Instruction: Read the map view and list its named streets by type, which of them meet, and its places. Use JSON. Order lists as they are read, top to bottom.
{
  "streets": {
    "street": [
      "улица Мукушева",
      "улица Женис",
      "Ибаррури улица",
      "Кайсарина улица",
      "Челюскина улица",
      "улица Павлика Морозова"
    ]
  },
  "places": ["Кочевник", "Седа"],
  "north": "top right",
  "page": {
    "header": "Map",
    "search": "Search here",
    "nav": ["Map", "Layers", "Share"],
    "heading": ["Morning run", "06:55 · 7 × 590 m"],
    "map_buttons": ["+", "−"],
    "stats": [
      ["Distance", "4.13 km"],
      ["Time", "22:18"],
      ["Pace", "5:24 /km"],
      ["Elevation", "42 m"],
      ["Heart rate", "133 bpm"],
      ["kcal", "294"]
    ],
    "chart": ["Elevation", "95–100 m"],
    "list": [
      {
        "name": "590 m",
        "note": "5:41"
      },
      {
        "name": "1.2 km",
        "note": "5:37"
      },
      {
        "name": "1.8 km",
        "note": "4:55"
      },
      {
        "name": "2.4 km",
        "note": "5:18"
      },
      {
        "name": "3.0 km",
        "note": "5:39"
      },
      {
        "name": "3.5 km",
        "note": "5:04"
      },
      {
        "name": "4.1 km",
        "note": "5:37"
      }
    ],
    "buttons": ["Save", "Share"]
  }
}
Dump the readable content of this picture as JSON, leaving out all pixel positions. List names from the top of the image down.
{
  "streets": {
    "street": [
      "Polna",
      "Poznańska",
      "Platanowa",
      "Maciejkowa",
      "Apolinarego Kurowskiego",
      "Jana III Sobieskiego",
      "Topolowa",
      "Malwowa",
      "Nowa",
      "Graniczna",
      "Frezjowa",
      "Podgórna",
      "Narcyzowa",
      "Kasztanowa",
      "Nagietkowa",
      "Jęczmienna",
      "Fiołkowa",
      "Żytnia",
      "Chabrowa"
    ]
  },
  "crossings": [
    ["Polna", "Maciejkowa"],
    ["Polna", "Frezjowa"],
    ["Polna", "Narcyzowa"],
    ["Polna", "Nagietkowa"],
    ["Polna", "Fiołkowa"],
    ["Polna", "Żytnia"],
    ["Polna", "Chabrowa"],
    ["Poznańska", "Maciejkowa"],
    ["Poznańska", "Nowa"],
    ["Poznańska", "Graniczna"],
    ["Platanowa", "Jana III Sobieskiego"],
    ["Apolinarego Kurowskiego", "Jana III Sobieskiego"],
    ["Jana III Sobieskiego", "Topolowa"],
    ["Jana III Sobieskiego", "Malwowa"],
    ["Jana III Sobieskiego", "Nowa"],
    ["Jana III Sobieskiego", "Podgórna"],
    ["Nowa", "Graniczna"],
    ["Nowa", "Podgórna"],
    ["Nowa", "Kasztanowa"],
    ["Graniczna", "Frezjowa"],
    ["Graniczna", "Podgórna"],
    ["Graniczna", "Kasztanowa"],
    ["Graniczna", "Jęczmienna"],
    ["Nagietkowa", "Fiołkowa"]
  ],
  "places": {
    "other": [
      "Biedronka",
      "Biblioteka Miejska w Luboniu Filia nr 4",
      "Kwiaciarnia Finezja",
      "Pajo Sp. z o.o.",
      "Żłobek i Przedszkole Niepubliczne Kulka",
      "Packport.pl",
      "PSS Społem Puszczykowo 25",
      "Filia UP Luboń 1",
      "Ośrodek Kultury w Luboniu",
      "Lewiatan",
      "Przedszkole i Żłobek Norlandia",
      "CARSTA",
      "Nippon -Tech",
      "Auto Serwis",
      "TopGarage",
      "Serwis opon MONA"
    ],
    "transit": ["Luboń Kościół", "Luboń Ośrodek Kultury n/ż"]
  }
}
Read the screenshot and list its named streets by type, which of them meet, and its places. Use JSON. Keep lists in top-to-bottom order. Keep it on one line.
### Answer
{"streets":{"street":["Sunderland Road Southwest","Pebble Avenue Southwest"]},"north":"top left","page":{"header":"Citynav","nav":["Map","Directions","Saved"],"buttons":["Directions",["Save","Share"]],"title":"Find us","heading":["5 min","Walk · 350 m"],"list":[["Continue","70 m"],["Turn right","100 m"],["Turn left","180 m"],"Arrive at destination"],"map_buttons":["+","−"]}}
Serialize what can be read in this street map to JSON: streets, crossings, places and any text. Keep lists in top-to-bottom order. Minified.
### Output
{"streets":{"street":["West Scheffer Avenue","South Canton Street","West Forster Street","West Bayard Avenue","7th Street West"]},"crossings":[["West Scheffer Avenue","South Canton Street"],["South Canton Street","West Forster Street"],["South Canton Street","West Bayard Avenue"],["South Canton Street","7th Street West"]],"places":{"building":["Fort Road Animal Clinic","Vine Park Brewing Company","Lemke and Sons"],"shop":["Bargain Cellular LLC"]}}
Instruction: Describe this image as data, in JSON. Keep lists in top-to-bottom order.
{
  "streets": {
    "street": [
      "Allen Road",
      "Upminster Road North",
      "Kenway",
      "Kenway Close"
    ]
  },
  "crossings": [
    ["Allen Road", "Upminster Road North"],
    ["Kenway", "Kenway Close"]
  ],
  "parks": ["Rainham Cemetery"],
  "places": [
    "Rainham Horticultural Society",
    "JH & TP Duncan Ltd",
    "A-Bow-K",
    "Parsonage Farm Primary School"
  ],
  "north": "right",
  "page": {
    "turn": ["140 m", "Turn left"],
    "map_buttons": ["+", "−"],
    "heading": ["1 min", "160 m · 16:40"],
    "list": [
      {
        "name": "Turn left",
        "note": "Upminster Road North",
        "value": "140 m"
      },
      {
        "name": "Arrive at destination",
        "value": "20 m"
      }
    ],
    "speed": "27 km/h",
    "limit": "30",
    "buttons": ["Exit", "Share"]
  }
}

§ §

Report, for the data above, every line in which the string "Poznańska" appears.

Exercise result
      "Poznańska",
    ["Poznańska", "Maciejkowa"],
    ["Poznańska", "Nowa"],
    ["Poznańska", "Graniczna"],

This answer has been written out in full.